SENTINEL: A Fully End-to-End Language-Action Model for Humanoid Whole Body Control
This addresses the challenge of tight language-action alignment for humanoid robots, though it appears incremental by integrating existing techniques like flow matching and residual refinement.
The paper tackles the problem of aligning language commands with physical behaviors in humanoid control by introducing SENTINEL, an end-to-end language-action model that directly maps language and proprioceptive inputs to low-level actions, achieving strong semantic understanding and stable execution in simulation and real-world deployment.
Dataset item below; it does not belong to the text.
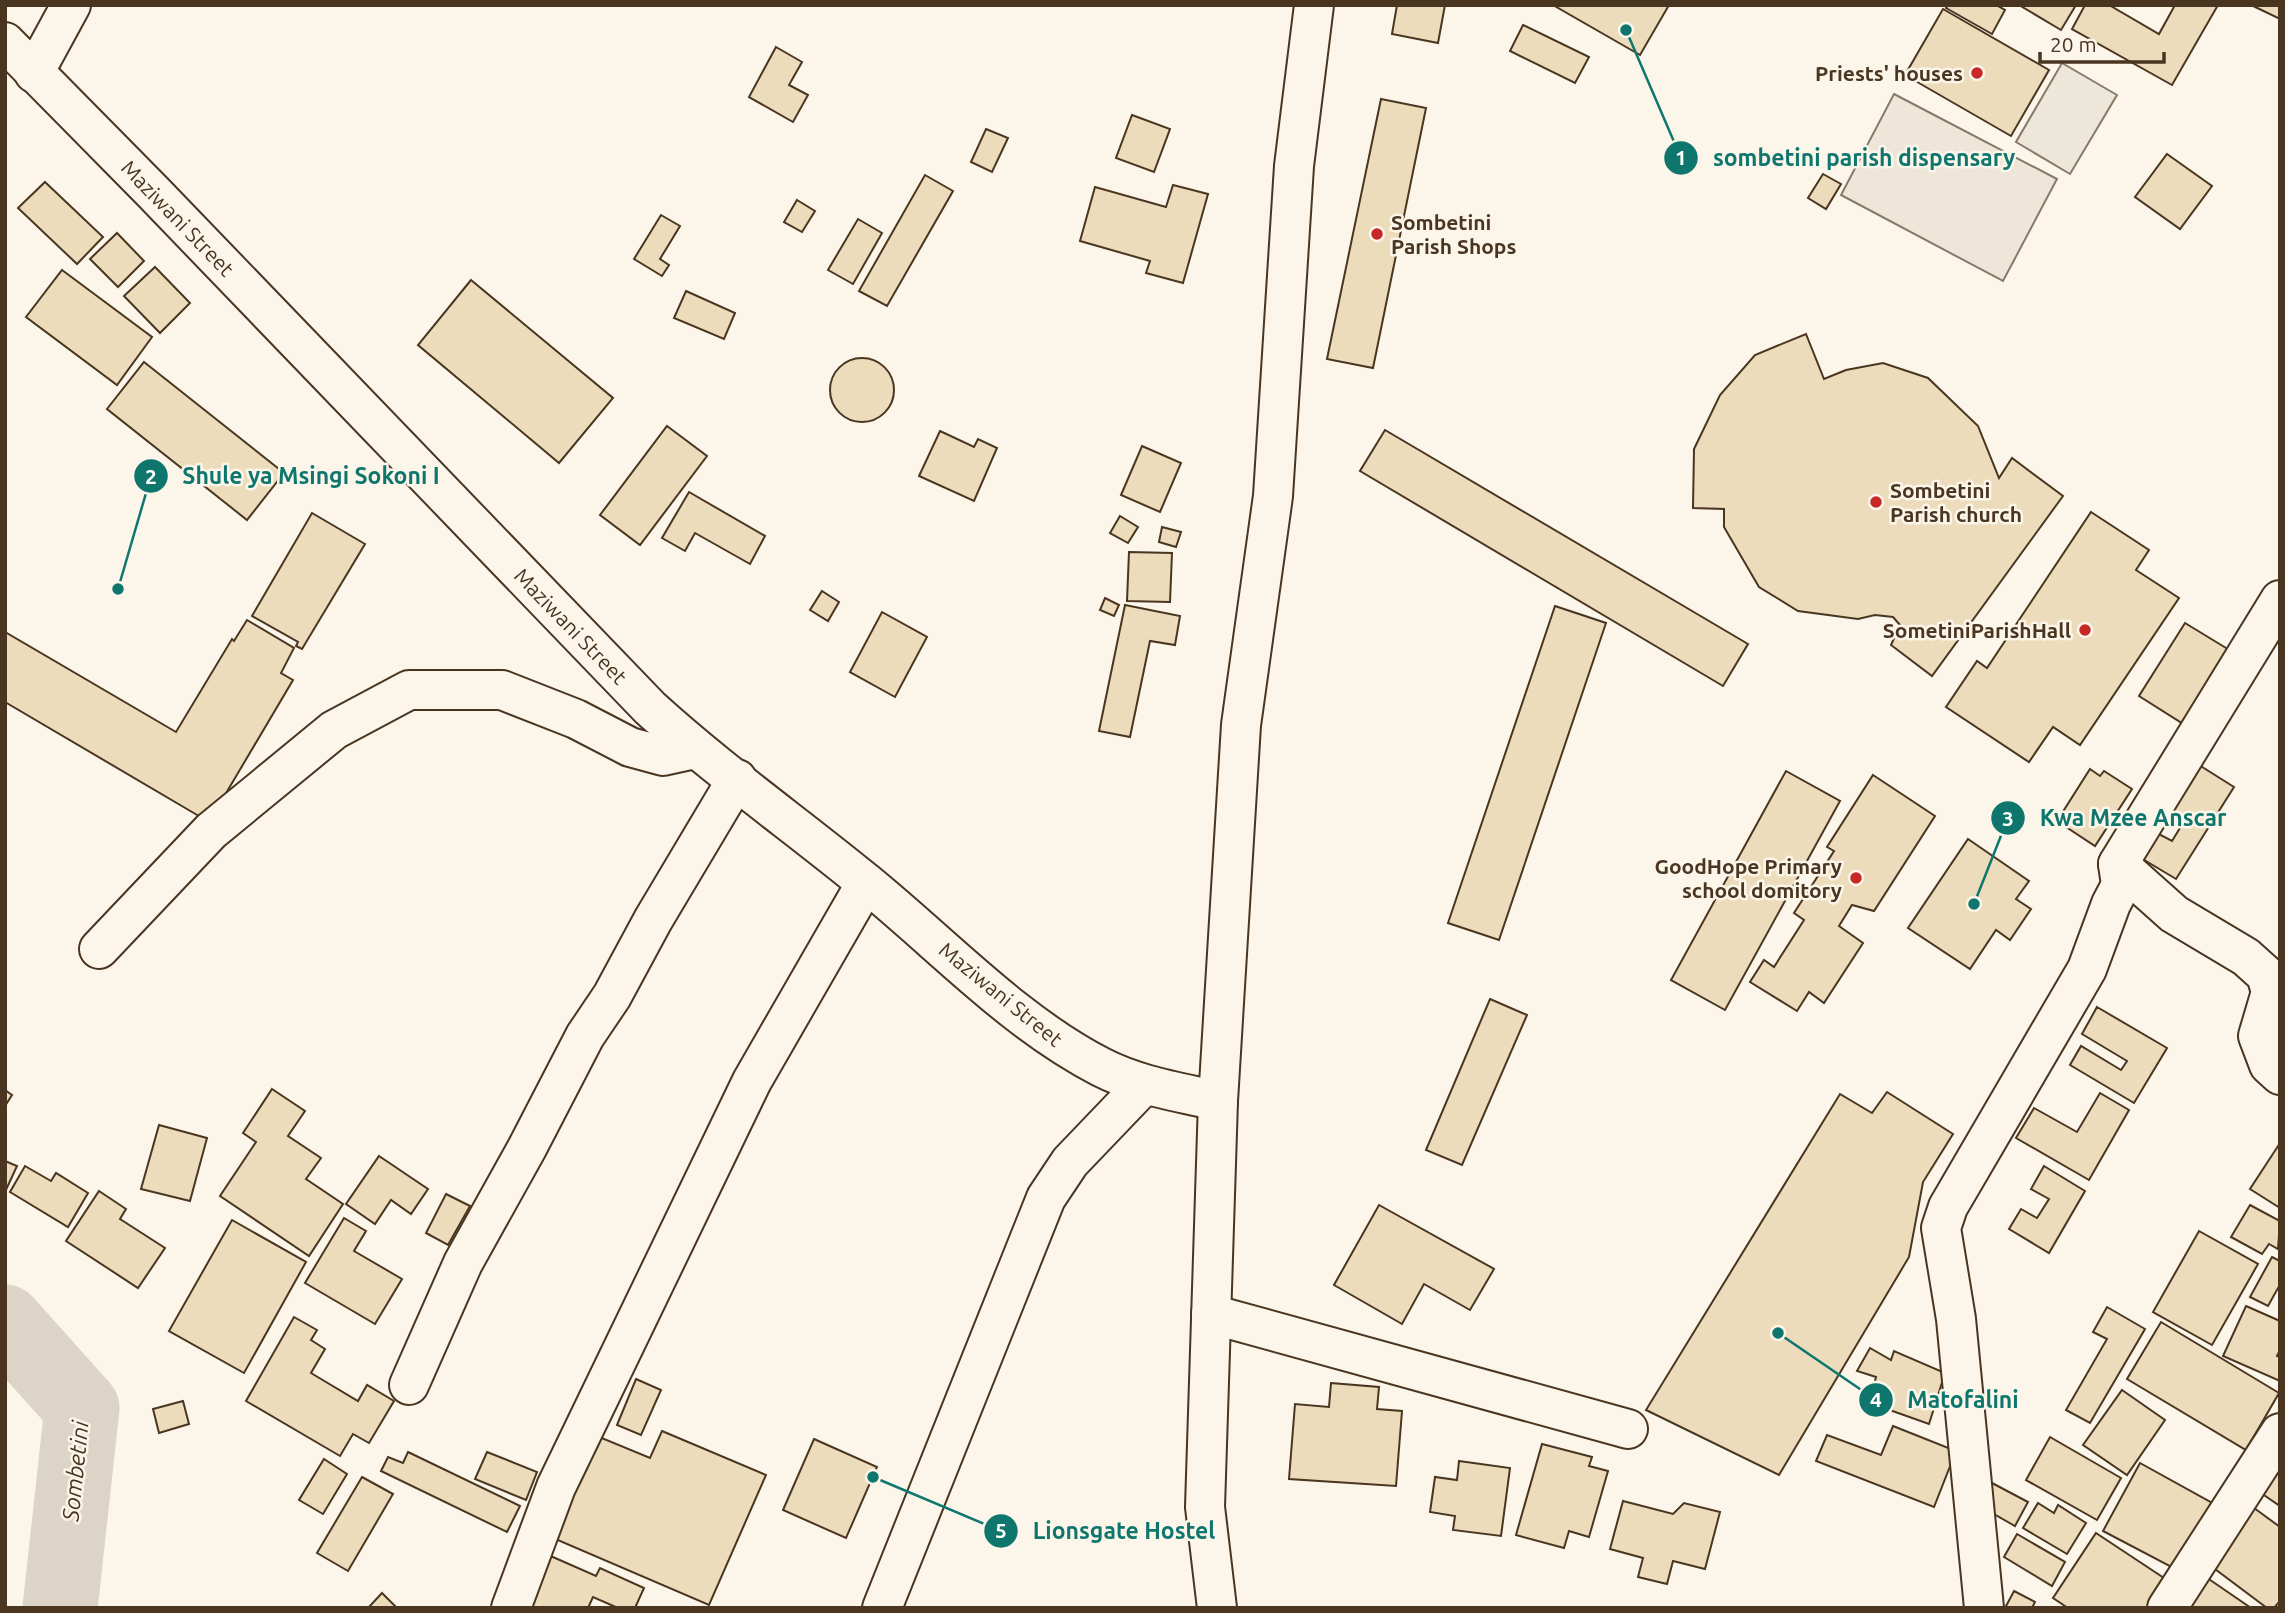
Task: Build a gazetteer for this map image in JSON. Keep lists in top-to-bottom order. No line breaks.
{"streets":{"street":["Maziwani Street"]},"water":["Sombetini"],"places":["sombetini parish dispensary","Priests' houses","Sombetini Parish Shops","Sombetini Parish church","Shule ya Msingi Sokoni I","SometiniParishHall","GoodHope Primary school domitory","Kwa Mzee Anscar","Matofalini","Lionsgate Hostel"],"scale_bar":"20 m"}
Existing humanoid control systems often rely on teleoperation or modular generation pipelines that separate language understanding from physical execution. However, the former is entirely human-driven, and the latter lacks tight alignment between language commands and physical behaviors. In this paper, we present SENTINEL, a fully end-to-end language-action model for humanoid whole-body control. We construct a large-scale dataset by tracking human motions in simulation using a pretrained whole body controller, combined with their text annotations. The model directly maps language commands and proprioceptive inputs to low-level actions without any intermediate representation. The model generates action chunks using flow matching, which can be subsequently refined by a residual action head for real-world deployment. Our method exhibits strong semantic understanding and stable execution on humanoid robots in both simulation and real-world deployment, and also supports multi-modal extensions by converting inputs into texts.